**The problem**
Exact copies of all the records are to be printed.

**Data records**
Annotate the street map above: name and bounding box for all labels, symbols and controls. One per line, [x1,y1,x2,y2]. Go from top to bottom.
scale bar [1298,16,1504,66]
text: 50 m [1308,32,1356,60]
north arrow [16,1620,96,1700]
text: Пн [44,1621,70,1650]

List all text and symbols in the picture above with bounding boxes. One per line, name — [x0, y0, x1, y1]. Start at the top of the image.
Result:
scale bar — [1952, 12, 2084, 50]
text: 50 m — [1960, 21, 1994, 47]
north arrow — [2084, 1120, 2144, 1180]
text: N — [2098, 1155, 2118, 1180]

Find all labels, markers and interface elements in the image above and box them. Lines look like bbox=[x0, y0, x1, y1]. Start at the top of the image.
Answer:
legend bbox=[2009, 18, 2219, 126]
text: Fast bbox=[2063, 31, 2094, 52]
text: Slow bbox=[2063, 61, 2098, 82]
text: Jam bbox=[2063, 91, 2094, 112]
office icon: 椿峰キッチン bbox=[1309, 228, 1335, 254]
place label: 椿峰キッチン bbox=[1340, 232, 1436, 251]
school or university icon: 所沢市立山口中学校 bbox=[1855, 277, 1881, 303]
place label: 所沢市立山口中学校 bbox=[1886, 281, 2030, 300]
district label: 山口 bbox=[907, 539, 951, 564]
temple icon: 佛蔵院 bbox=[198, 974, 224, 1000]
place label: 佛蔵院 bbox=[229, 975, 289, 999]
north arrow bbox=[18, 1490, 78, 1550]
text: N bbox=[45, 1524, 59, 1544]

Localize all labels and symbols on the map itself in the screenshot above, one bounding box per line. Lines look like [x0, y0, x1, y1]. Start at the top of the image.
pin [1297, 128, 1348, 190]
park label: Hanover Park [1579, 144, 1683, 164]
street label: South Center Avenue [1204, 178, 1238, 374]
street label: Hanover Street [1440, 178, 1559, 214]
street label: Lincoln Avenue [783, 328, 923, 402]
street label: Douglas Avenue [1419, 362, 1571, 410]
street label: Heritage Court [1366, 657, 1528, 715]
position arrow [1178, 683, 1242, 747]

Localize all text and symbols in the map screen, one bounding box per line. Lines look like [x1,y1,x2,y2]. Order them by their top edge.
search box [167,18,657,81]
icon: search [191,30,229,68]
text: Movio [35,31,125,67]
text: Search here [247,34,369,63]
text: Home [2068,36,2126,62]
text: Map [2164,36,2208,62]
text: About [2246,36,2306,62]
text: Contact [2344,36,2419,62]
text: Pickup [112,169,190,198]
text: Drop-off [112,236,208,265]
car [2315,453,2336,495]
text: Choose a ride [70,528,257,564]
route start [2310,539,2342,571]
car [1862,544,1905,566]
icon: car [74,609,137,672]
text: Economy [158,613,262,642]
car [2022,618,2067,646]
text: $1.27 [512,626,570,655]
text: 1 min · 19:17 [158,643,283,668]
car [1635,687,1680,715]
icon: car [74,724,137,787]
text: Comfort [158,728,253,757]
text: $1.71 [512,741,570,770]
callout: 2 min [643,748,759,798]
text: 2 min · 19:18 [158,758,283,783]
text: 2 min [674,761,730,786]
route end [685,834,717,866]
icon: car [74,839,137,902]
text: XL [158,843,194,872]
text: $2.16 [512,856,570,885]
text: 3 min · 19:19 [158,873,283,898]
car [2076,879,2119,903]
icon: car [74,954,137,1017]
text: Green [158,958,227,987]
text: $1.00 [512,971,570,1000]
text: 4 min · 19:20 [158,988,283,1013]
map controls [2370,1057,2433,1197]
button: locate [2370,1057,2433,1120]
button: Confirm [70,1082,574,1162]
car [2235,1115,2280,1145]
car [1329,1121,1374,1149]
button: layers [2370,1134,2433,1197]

**Your response**
Annotate the street map above: name and bounding box for all labels, symbols and controls. One per line, [x1,y1,x2,y2]. Go from top to bottom.
scale bar [1298,16,1504,66]
text: 50 m [1308,32,1356,60]
north arrow [16,1620,96,1700]
text: Пн [44,1621,70,1650]

List all text and symbols in the picture above with bounding boxes. One per line, name — [x0, y0, x1, y1]. Start at the top of the image.
Result:
scale bar — [1952, 12, 2084, 50]
text: 50 m — [1960, 21, 1994, 47]
north arrow — [2084, 1120, 2144, 1180]
text: N — [2098, 1155, 2118, 1180]

Find all labels, markers and interface elements in the image above and box them. Lines look like bbox=[x0, y0, x1, y1]. Start at the top of the image.
Answer:
legend bbox=[2009, 18, 2219, 126]
text: Fast bbox=[2063, 31, 2094, 52]
text: Slow bbox=[2063, 61, 2098, 82]
text: Jam bbox=[2063, 91, 2094, 112]
office icon: 椿峰キッチン bbox=[1309, 228, 1335, 254]
place label: 椿峰キッチン bbox=[1340, 232, 1436, 251]
school or university icon: 所沢市立山口中学校 bbox=[1855, 277, 1881, 303]
place label: 所沢市立山口中学校 bbox=[1886, 281, 2030, 300]
district label: 山口 bbox=[907, 539, 951, 564]
temple icon: 佛蔵院 bbox=[198, 974, 224, 1000]
place label: 佛蔵院 bbox=[229, 975, 289, 999]
north arrow bbox=[18, 1490, 78, 1550]
text: N bbox=[45, 1524, 59, 1544]

Localize all labels and symbols on the map itself in the screenshot above, one bounding box per line. Lines look like [x0, y0, x1, y1]. Start at the top of the image.
pin [1297, 128, 1348, 190]
park label: Hanover Park [1579, 144, 1683, 164]
street label: South Center Avenue [1204, 178, 1238, 374]
street label: Hanover Street [1440, 178, 1559, 214]
street label: Lincoln Avenue [783, 328, 923, 402]
street label: Douglas Avenue [1419, 362, 1571, 410]
street label: Heritage Court [1366, 657, 1528, 715]
position arrow [1178, 683, 1242, 747]

Localize all text and symbols in the map screen, one bounding box per line. Lines look like [x1,y1,x2,y2]. Order them by their top edge.
search box [167,18,657,81]
icon: search [191,30,229,68]
text: Movio [35,31,125,67]
text: Search here [247,34,369,63]
text: Home [2068,36,2126,62]
text: Map [2164,36,2208,62]
text: About [2246,36,2306,62]
text: Contact [2344,36,2419,62]
text: Pickup [112,169,190,198]
text: Drop-off [112,236,208,265]
car [2315,453,2336,495]
text: Choose a ride [70,528,257,564]
route start [2310,539,2342,571]
car [1862,544,1905,566]
icon: car [74,609,137,672]
text: Economy [158,613,262,642]
car [2022,618,2067,646]
text: $1.27 [512,626,570,655]
text: 1 min · 19:17 [158,643,283,668]
car [1635,687,1680,715]
icon: car [74,724,137,787]
text: Comfort [158,728,253,757]
text: $1.71 [512,741,570,770]
callout: 2 min [643,748,759,798]
text: 2 min · 19:18 [158,758,283,783]
text: 2 min [674,761,730,786]
route end [685,834,717,866]
icon: car [74,839,137,902]
text: XL [158,843,194,872]
text: $2.16 [512,856,570,885]
text: 3 min · 19:19 [158,873,283,898]
car [2076,879,2119,903]
icon: car [74,954,137,1017]
text: Green [158,958,227,987]
text: $1.00 [512,971,570,1000]
text: 4 min · 19:20 [158,988,283,1013]
map controls [2370,1057,2433,1197]
button: locate [2370,1057,2433,1120]
button: Confirm [70,1082,574,1162]
car [2235,1115,2280,1145]
car [1329,1121,1374,1149]
button: layers [2370,1134,2433,1197]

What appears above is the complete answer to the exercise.